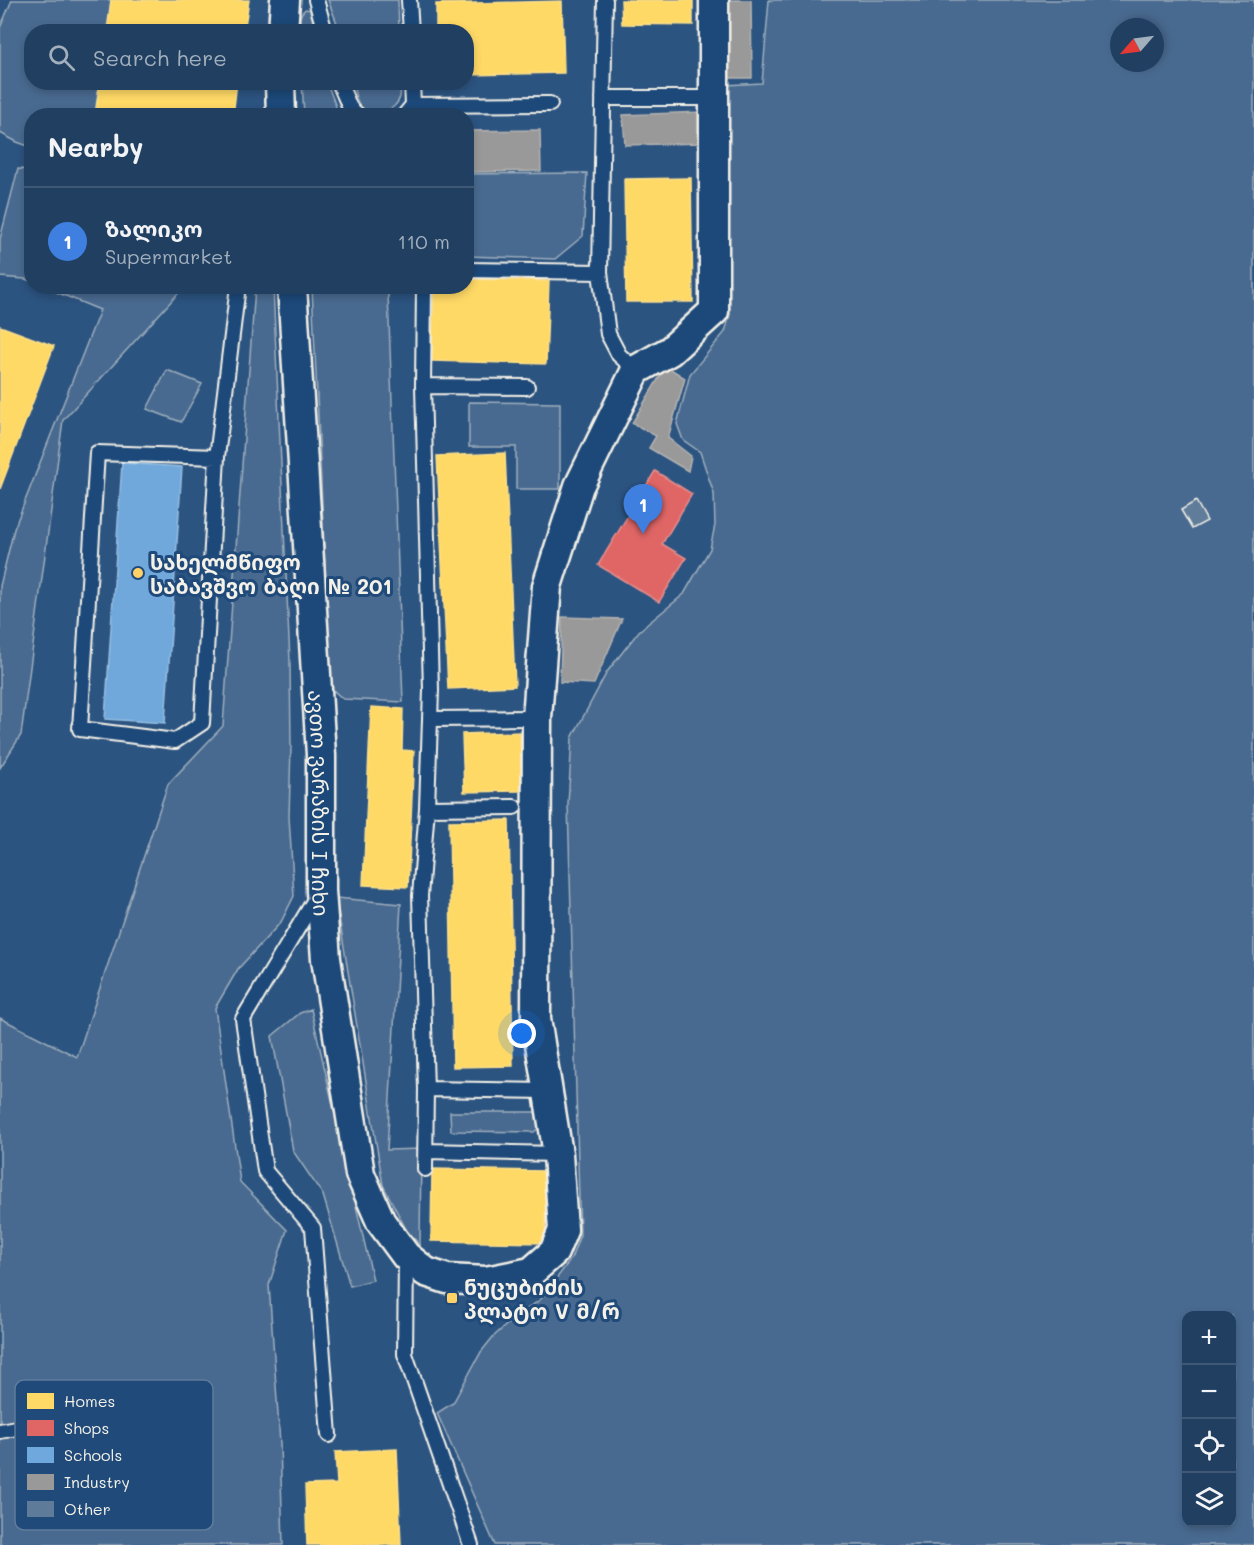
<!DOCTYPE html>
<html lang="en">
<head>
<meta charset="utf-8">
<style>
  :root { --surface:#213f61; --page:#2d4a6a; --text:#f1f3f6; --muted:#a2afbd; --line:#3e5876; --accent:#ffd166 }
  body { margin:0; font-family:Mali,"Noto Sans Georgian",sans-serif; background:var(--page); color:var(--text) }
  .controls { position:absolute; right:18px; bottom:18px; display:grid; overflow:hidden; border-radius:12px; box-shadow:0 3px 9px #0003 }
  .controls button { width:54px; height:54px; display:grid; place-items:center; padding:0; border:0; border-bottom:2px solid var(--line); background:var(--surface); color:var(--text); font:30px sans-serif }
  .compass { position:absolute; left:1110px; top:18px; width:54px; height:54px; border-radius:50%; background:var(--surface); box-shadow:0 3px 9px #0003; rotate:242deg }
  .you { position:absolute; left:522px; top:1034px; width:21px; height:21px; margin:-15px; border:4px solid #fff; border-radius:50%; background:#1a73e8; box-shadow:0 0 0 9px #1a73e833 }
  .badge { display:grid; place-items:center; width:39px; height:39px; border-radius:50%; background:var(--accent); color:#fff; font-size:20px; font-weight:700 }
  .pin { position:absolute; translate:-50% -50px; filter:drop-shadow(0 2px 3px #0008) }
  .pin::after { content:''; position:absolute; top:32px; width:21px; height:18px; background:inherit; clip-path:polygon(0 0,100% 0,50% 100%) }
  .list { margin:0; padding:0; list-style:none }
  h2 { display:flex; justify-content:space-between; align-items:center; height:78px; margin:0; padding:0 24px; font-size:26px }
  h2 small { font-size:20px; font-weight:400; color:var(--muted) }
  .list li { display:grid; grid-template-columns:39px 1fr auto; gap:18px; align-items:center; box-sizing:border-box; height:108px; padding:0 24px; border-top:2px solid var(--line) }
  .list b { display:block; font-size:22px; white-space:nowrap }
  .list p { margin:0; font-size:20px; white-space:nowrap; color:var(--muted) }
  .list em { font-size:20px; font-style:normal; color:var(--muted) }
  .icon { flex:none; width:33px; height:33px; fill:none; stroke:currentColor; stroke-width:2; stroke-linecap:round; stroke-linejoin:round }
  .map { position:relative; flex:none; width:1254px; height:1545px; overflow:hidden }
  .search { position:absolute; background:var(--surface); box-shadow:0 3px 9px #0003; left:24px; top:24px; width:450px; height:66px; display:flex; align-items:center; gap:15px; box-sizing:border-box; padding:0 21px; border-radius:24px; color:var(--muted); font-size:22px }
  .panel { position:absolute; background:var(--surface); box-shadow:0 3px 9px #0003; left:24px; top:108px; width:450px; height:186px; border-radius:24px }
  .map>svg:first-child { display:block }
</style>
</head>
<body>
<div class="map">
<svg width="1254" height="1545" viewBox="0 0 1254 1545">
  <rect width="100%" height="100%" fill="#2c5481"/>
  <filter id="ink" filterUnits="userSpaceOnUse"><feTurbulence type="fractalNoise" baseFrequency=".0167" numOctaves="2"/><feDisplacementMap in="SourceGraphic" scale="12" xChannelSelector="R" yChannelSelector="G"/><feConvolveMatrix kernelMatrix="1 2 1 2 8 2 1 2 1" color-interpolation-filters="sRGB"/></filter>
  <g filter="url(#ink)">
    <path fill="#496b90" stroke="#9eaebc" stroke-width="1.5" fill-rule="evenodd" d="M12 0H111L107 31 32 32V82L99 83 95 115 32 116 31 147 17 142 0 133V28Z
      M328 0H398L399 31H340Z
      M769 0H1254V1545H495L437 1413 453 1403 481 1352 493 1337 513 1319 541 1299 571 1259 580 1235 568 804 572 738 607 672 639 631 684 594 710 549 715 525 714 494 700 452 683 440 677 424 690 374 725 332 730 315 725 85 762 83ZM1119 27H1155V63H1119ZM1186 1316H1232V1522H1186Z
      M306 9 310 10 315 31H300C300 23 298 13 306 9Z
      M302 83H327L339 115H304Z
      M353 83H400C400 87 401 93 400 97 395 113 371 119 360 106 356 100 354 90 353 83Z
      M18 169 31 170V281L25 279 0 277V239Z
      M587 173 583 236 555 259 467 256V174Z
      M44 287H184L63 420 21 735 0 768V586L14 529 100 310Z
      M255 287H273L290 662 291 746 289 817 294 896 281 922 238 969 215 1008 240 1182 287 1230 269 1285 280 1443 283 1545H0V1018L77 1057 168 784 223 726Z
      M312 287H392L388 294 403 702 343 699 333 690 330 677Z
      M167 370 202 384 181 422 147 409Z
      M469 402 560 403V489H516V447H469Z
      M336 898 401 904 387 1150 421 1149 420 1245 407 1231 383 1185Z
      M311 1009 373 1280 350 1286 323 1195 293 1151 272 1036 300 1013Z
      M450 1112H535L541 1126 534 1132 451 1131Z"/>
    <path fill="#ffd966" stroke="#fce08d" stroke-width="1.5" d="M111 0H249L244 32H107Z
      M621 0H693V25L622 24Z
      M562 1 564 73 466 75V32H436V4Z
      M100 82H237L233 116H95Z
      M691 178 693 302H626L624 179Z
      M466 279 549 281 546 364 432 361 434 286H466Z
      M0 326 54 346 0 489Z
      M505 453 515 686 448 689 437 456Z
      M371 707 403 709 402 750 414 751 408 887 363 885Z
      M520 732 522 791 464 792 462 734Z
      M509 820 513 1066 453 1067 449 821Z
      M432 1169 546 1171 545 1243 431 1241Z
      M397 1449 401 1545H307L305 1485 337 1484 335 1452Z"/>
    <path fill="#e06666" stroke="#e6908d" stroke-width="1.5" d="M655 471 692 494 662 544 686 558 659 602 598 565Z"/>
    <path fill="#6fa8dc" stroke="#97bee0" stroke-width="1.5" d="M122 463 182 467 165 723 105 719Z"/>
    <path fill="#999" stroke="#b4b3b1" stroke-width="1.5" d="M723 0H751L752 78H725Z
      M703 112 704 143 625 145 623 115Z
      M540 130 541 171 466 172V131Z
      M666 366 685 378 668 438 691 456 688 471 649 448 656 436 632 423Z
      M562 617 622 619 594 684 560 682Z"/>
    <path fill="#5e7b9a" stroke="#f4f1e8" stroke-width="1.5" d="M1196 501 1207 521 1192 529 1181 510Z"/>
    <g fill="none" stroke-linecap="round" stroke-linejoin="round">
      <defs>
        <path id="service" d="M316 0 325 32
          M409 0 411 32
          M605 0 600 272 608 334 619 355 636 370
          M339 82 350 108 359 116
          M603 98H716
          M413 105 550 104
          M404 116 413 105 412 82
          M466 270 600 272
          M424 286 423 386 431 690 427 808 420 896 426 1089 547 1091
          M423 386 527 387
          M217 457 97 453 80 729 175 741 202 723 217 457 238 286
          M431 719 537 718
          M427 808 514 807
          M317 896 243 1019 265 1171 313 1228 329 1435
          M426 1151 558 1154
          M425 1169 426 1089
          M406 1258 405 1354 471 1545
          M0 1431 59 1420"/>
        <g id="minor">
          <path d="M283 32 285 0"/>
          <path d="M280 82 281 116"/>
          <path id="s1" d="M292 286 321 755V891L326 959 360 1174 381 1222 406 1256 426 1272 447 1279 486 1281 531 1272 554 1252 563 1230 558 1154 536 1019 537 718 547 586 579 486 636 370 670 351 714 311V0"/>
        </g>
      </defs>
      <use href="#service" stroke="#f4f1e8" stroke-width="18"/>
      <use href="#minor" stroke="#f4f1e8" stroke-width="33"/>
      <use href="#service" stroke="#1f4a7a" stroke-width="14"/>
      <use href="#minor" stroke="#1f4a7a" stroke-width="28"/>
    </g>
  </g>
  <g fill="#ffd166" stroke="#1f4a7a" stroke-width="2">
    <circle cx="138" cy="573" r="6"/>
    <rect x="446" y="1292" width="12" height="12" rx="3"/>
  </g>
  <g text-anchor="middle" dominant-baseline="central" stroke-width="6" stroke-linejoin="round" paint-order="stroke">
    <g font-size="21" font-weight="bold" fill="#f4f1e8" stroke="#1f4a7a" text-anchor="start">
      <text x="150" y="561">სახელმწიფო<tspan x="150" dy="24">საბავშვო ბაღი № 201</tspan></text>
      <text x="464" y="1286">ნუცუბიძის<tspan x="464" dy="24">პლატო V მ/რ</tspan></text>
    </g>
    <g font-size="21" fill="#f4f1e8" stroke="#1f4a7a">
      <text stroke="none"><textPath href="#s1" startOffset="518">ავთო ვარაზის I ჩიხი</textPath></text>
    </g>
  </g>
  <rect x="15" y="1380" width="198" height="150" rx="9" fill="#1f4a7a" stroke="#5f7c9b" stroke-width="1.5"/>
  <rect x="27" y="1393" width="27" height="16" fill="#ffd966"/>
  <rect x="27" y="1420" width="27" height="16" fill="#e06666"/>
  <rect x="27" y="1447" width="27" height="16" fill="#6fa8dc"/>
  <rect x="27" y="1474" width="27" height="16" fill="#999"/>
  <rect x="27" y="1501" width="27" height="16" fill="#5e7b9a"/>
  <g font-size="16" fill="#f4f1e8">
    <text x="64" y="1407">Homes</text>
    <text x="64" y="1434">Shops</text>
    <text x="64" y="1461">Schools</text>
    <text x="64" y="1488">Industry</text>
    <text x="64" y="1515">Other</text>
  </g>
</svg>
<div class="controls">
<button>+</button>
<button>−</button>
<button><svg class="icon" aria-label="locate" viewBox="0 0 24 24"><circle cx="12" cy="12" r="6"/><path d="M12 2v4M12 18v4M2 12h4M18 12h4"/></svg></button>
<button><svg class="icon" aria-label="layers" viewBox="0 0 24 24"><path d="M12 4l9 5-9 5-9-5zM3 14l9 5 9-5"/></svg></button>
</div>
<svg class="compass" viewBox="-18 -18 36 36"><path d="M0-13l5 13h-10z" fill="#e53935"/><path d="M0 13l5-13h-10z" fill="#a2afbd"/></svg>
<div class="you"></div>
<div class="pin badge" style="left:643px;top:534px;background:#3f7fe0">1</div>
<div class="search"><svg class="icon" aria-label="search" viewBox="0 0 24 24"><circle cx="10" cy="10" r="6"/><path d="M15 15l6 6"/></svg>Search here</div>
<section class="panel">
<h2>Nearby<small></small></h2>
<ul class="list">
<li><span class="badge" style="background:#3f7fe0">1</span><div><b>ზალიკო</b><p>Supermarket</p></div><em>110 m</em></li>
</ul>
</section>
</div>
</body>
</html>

WORK INSTRUCTION ▸ Could you please write out exactly the lines from the start of the entries above through the line that holds "position:absolute; translate:-50% -50px;", both included, with no pictures?

RESPONSE AREA ▸
<!DOCTYPE html>
<html lang="en">
<head>
<meta charset="utf-8">
<style>
  :root { --surface:#213f61; --page:#2d4a6a; --text:#f1f3f6; --muted:#a2afbd; --line:#3e5876; --accent:#ffd166 }
  body { margin:0; font-family:Mali,"Noto Sans Georgian",sans-serif; background:var(--page); color:var(--text) }
  .controls { position:absolute; right:18px; bottom:18px; display:grid; overflow:hidden; border-radius:12px; box-shadow:0 3px 9px #0003 }
  .controls button { width:54px; height:54px; display:grid; place-items:center; padding:0; border:0; border-bottom:2px solid var(--line); background:var(--surface); color:var(--text); font:30px sans-serif }
  .compass { position:absolute; left:1110px; top:18px; width:54px; height:54px; border-radius:50%; background:var(--surface); box-shadow:0 3px 9px #0003; rotate:242deg }
  .you { position:absolute; left:522px; top:1034px; width:21px; height:21px; margin:-15px; border:4px solid #fff; border-radius:50%; background:#1a73e8; box-shadow:0 0 0 9px #1a73e833 }
  .badge { display:grid; place-items:center; width:39px; height:39px; border-radius:50%; background:var(--accent); color:#fff; font-size:20px; font-weight:700 }
  .pin { position:absolute; translate:-50% -50px; filter:drop-shadow(0 2px 3px #0008) }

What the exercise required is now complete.